■ **Task statement**: Extract exactly and only the lines from the one containing "I need the bounding" through the end of the entries below. Pictures should not appear in the copy.

■ **Data for this task**:
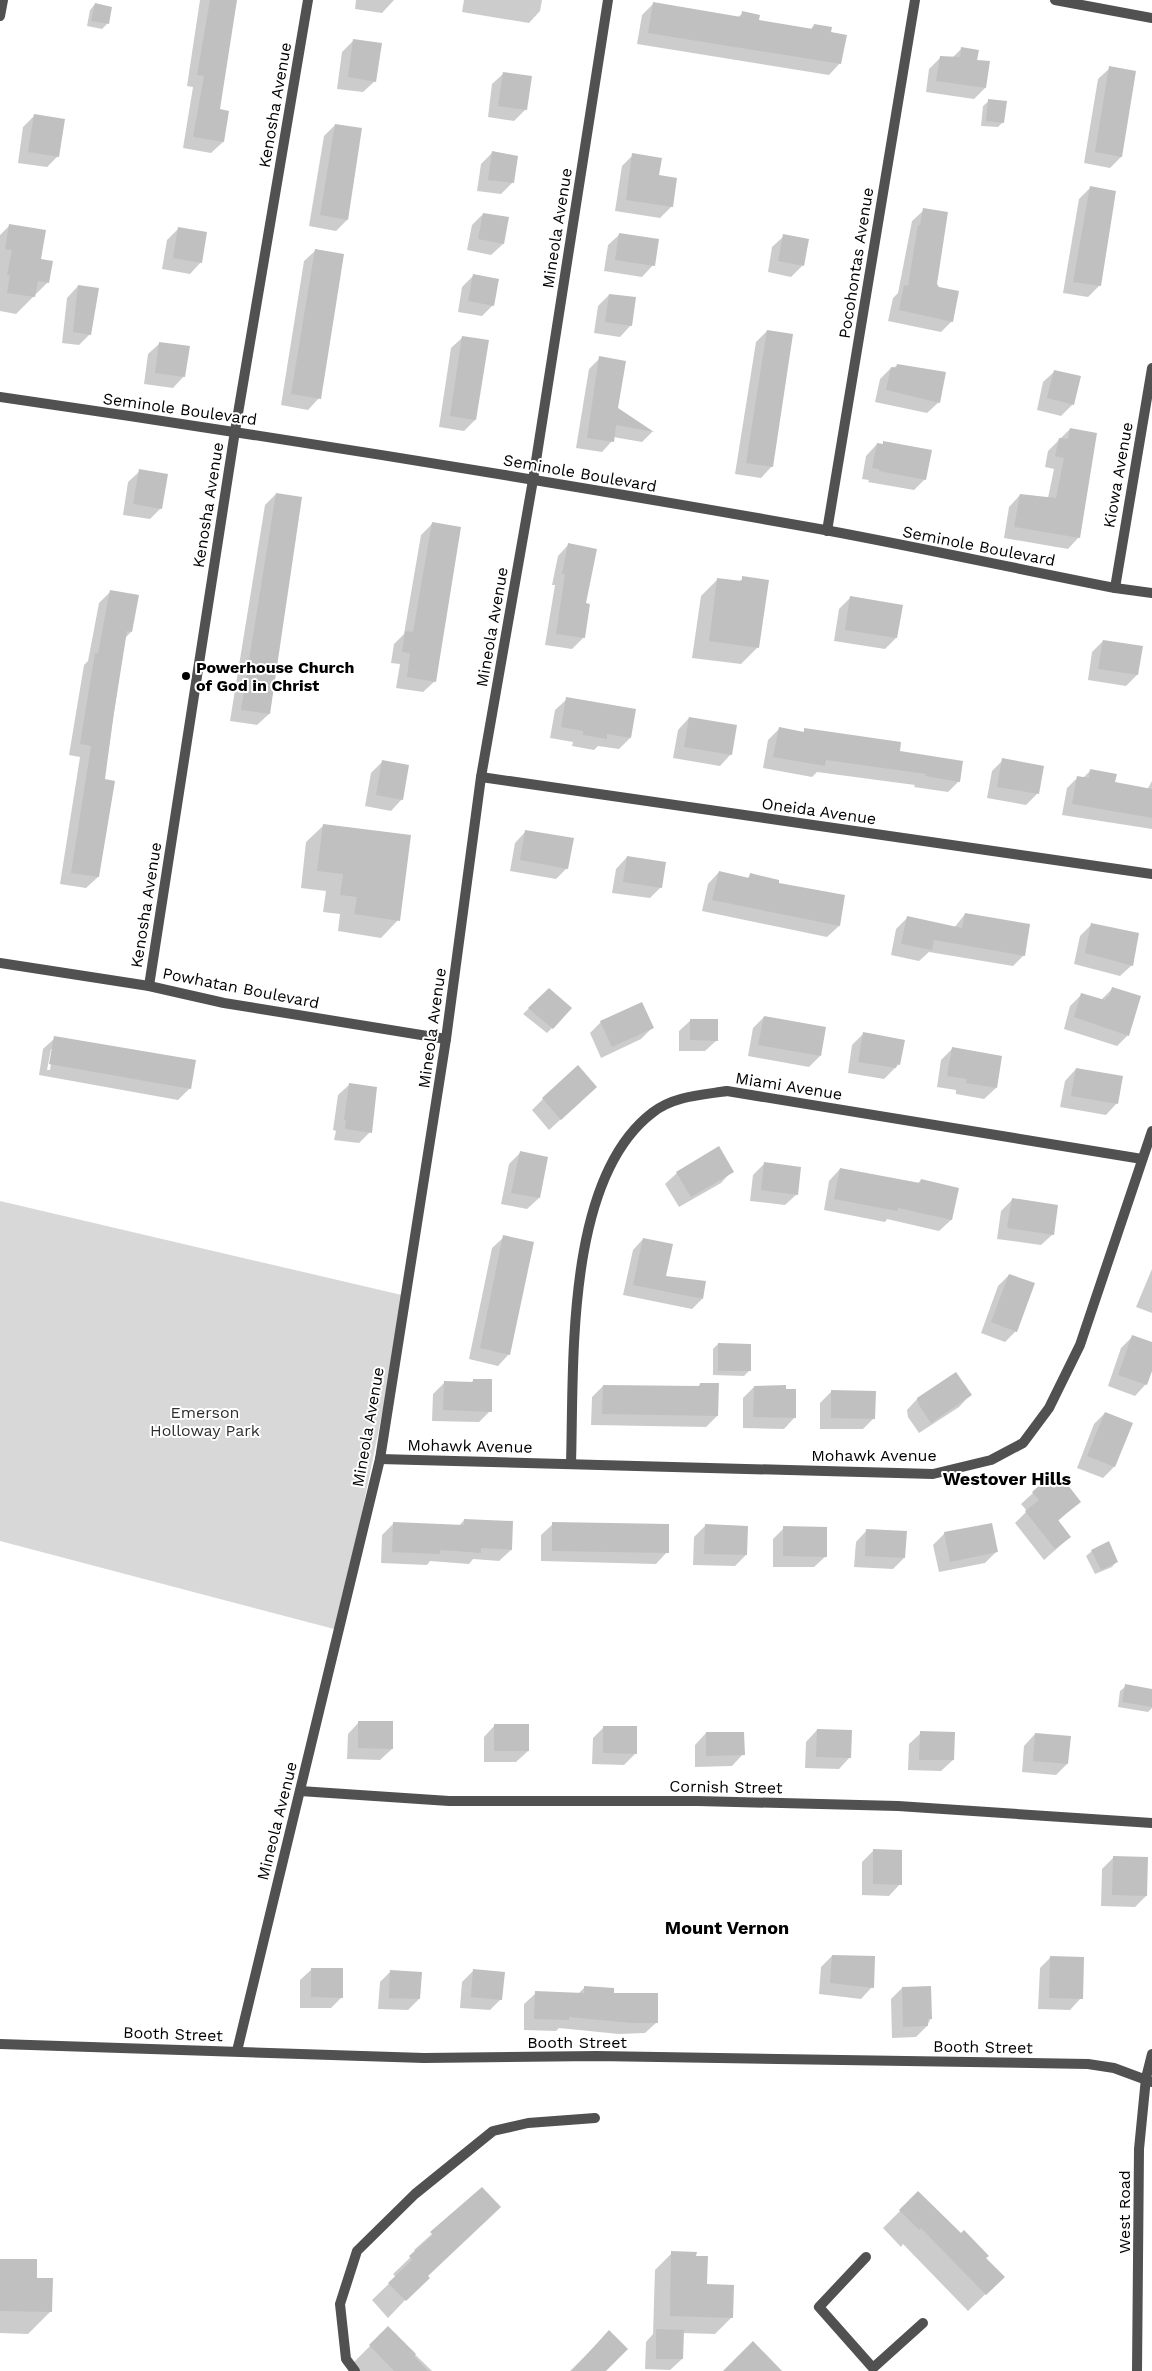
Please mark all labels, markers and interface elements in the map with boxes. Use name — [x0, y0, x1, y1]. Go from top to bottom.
street label: Kenosha Avenue — [255, 41, 295, 169]
street label: Mineola Avenue — [538, 166, 576, 290]
street label: Pocohontas Avenue — [835, 186, 877, 340]
street label: Seminole Boulevard — [102, 389, 258, 429]
street label: Kiowa Avenue — [1099, 420, 1137, 530]
street label: Kenosha Avenue — [189, 441, 227, 569]
street label: Seminole Boulevard — [502, 450, 658, 496]
street label: Seminole Boulevard — [901, 522, 1057, 570]
street label: Mineola Avenue — [472, 565, 512, 689]
place label: Powerhouse Church of God in Christ — [196, 658, 354, 695]
marker: Powerhouse Church of God in Christ — [180, 670, 192, 682]
street label: Oneida Avenue — [761, 794, 877, 828]
street label: Kenosha Avenue — [127, 841, 165, 969]
street label: Powhatan Boulevard — [161, 963, 321, 1013]
street label: Mineola Avenue — [414, 966, 450, 1090]
street label: Miami Avenue — [734, 1068, 844, 1104]
street label: Mineola Avenue — [348, 1365, 388, 1489]
park label: Emerson Holloway Park — [150, 1403, 260, 1440]
street label: Mohawk Avenue — [407, 1435, 533, 1457]
street label: Mohawk Avenue — [811, 1446, 937, 1465]
district label: Westover Hills — [943, 1468, 1072, 1489]
street label: Mineola Avenue — [253, 1760, 301, 1882]
street label: Cornish Street — [669, 1777, 783, 1797]
district label: Mount Vernon — [665, 1917, 789, 1938]
street label: Booth Street — [123, 2023, 223, 2045]
street label: Booth Street — [527, 2033, 627, 2052]
street label: Booth Street — [933, 2037, 1033, 2057]
street label: West Road — [1115, 2170, 1134, 2254]

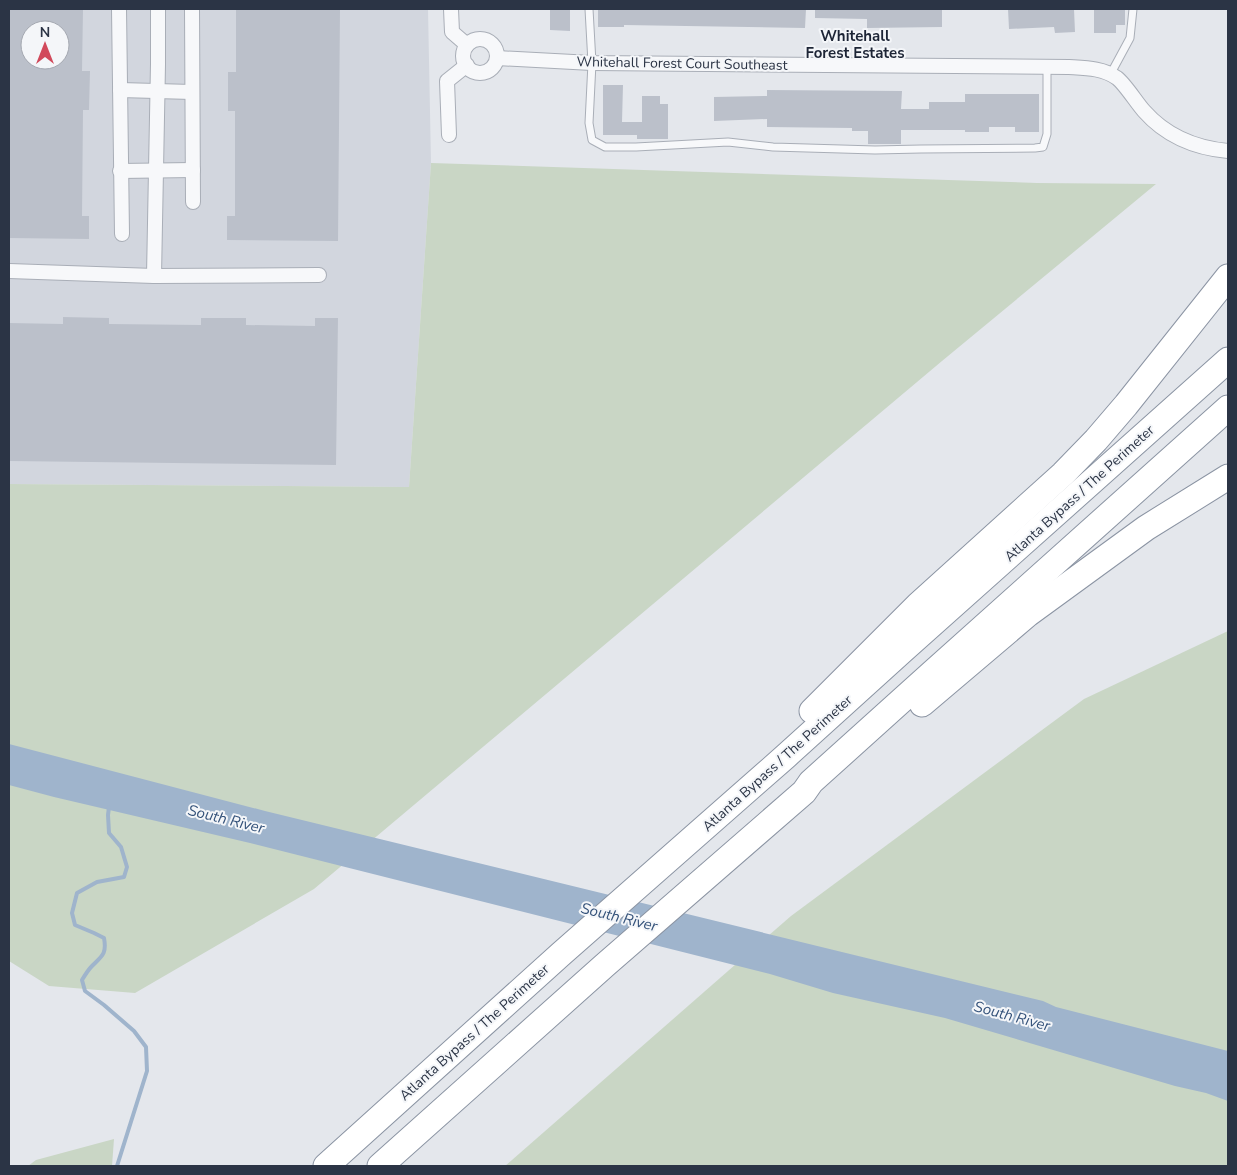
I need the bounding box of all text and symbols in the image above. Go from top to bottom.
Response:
north arrow [20,20,70,70]
text: N [40,23,50,42]
district label: Whitehall Forest Estates [806,26,904,63]
street label: Whitehall Forest Court Southeast [576,52,788,75]
street label: Atlanta Bypass / The Perimeter [1000,421,1158,566]
street label: Atlanta Bypass / The Perimeter [698,691,856,836]
water label: South River [186,800,267,838]
water label: South River [579,898,660,936]
street label: Atlanta Bypass / The Perimeter [395,960,553,1105]
water label: South River [972,996,1053,1036]

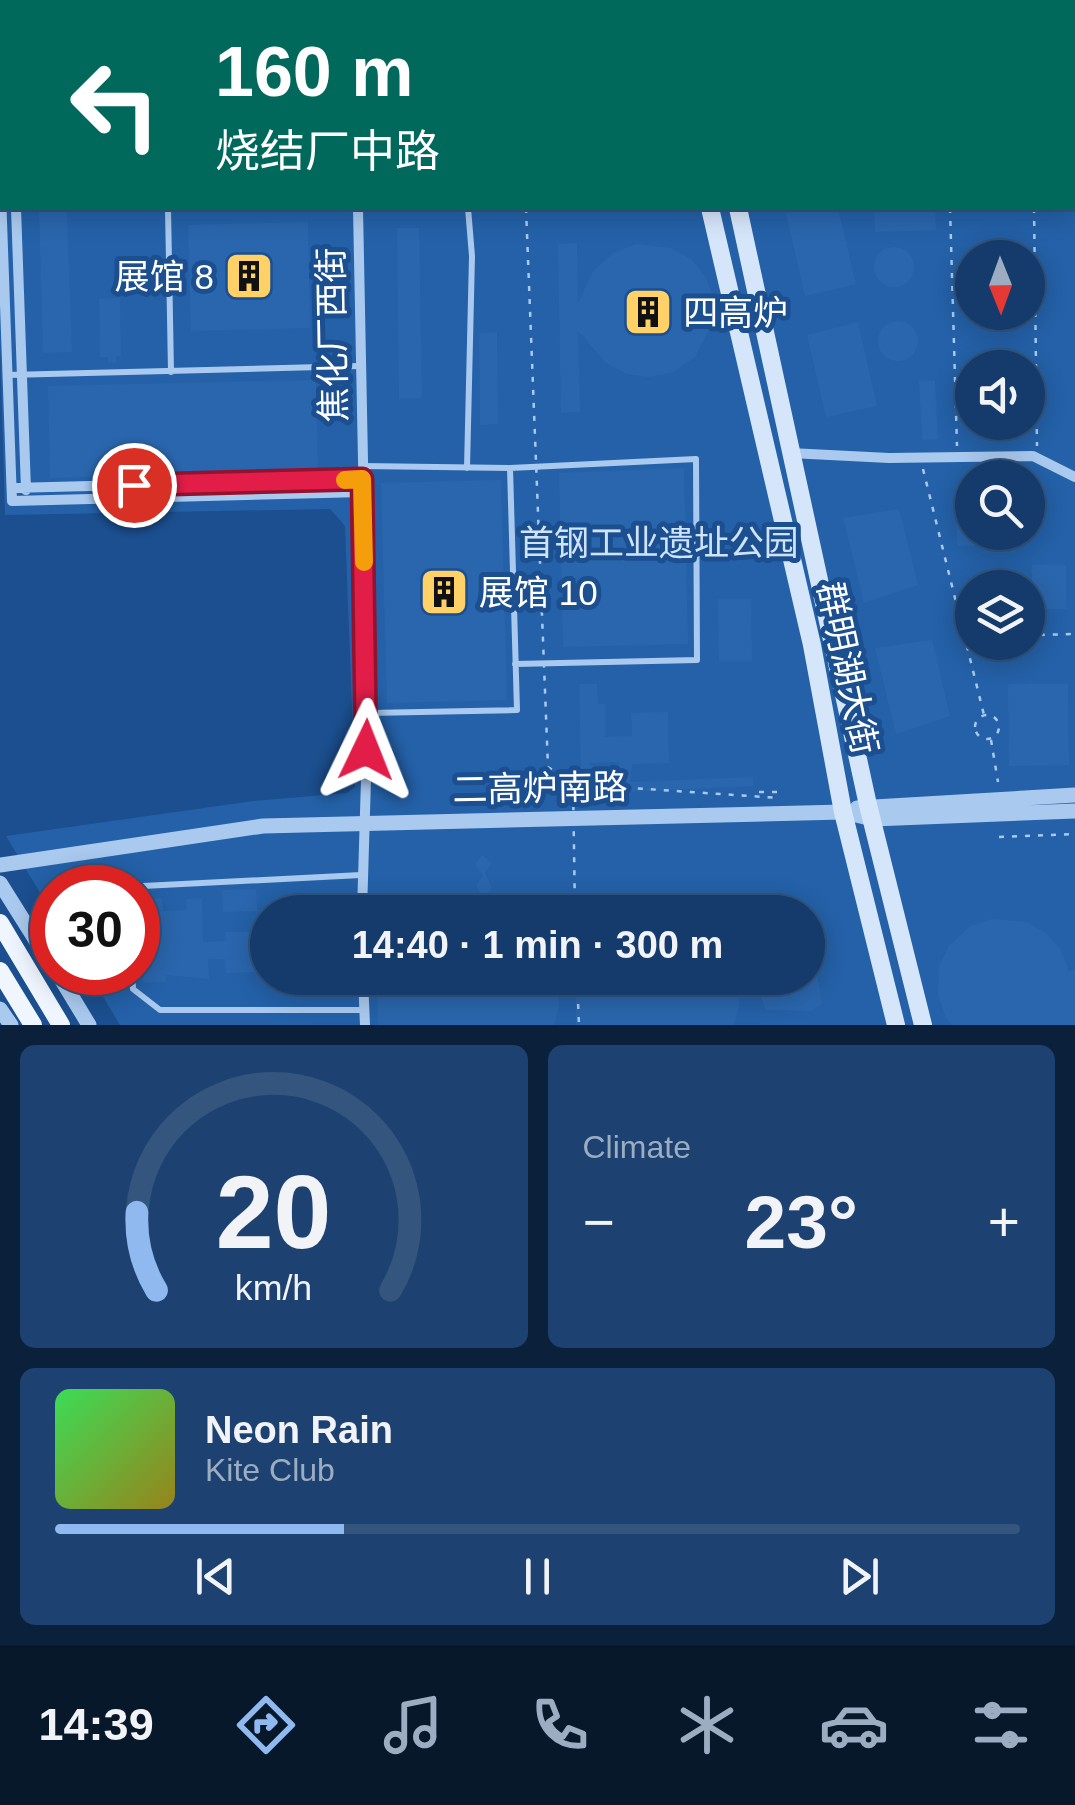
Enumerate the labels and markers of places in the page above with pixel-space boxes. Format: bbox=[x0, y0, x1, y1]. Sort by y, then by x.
building icon: 展馆 8 bbox=[223, 250, 275, 302]
place label: 展馆 8 bbox=[115, 257, 214, 296]
building icon: 四高炉 bbox=[622, 286, 674, 338]
place label: 四高炉 bbox=[683, 293, 788, 332]
pin bbox=[92, 443, 177, 528]
building icon: 展馆 10 bbox=[418, 566, 470, 618]
place label: 展馆 10 bbox=[479, 573, 598, 612]

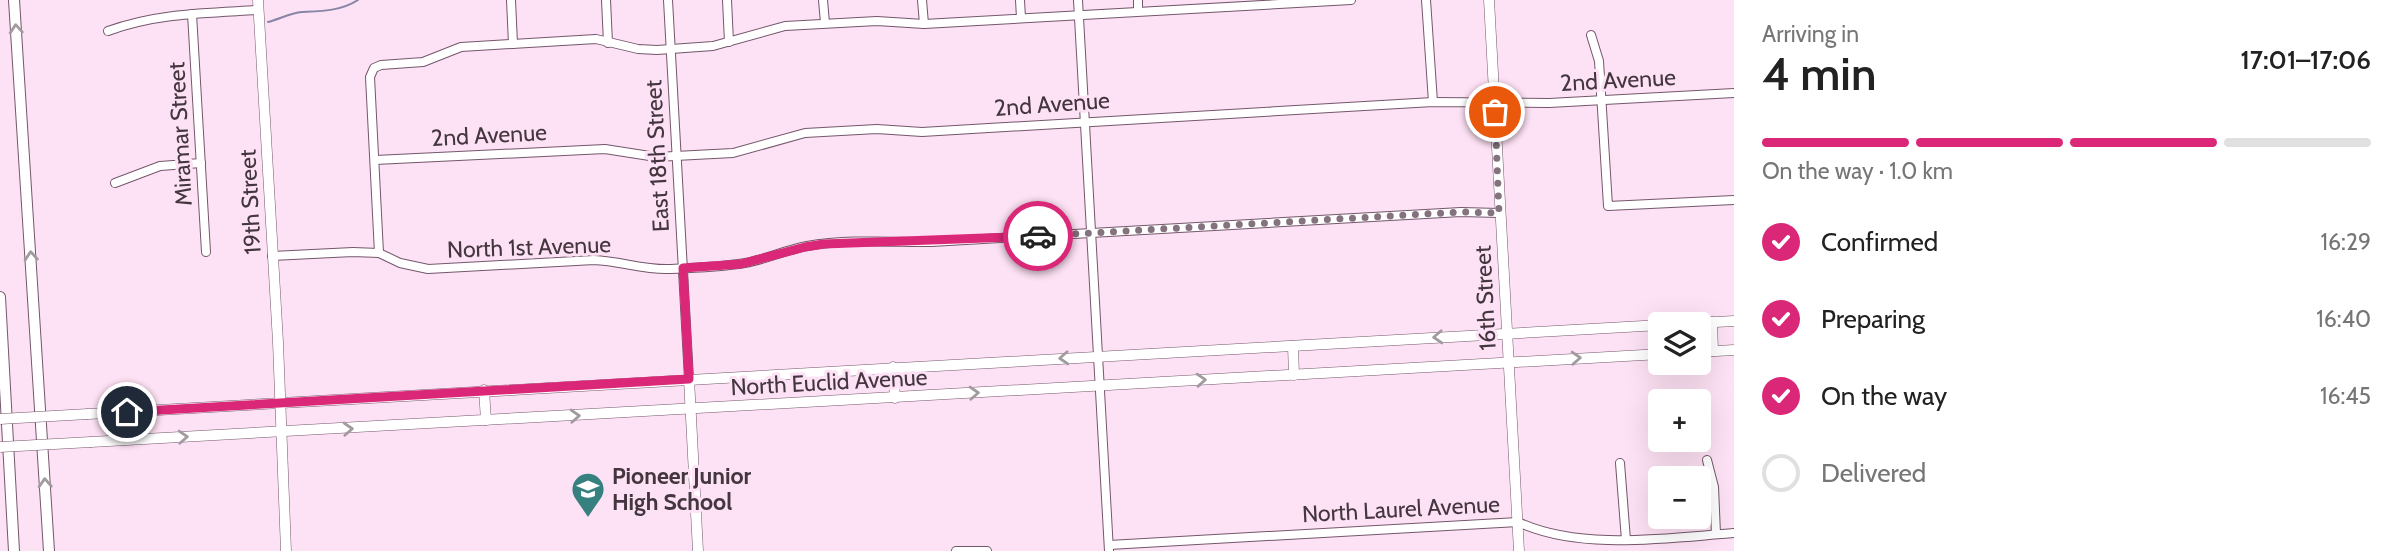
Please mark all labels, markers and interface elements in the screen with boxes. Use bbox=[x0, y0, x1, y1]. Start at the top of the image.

■ **Written answer**:
I need the bounding box of all text and symbols in the image above. Go from top to bottom.
Response:
north arrow [20,20,70,70]
text: N [40,23,50,42]
district label: Whitehall Forest Estates [806,26,904,63]
street label: Whitehall Forest Court Southeast [576,52,788,75]
street label: Atlanta Bypass / The Perimeter [1000,421,1158,566]
street label: Atlanta Bypass / The Perimeter [698,691,856,836]
water label: South River [186,800,267,838]
water label: South River [579,898,660,936]
street label: Atlanta Bypass / The Perimeter [395,960,553,1105]
water label: South River [972,996,1053,1036]

Enumerate the labels and markers of places in the page above with pixel-space boxes. Format: bbox=[x0, y0, x1, y1]. Sort by y, then by x.
building icon: 展馆 8 bbox=[223, 250, 275, 302]
place label: 展馆 8 bbox=[115, 257, 214, 296]
building icon: 四高炉 bbox=[622, 286, 674, 338]
place label: 四高炉 bbox=[683, 293, 788, 332]
pin bbox=[92, 443, 177, 528]
building icon: 展馆 10 bbox=[418, 566, 470, 618]
place label: 展馆 10 bbox=[479, 573, 598, 612]

Please mark all labels, markers and interface elements in the screen with boxes. Use bbox=[x0, y0, x1, y1]. Start at the top of the image.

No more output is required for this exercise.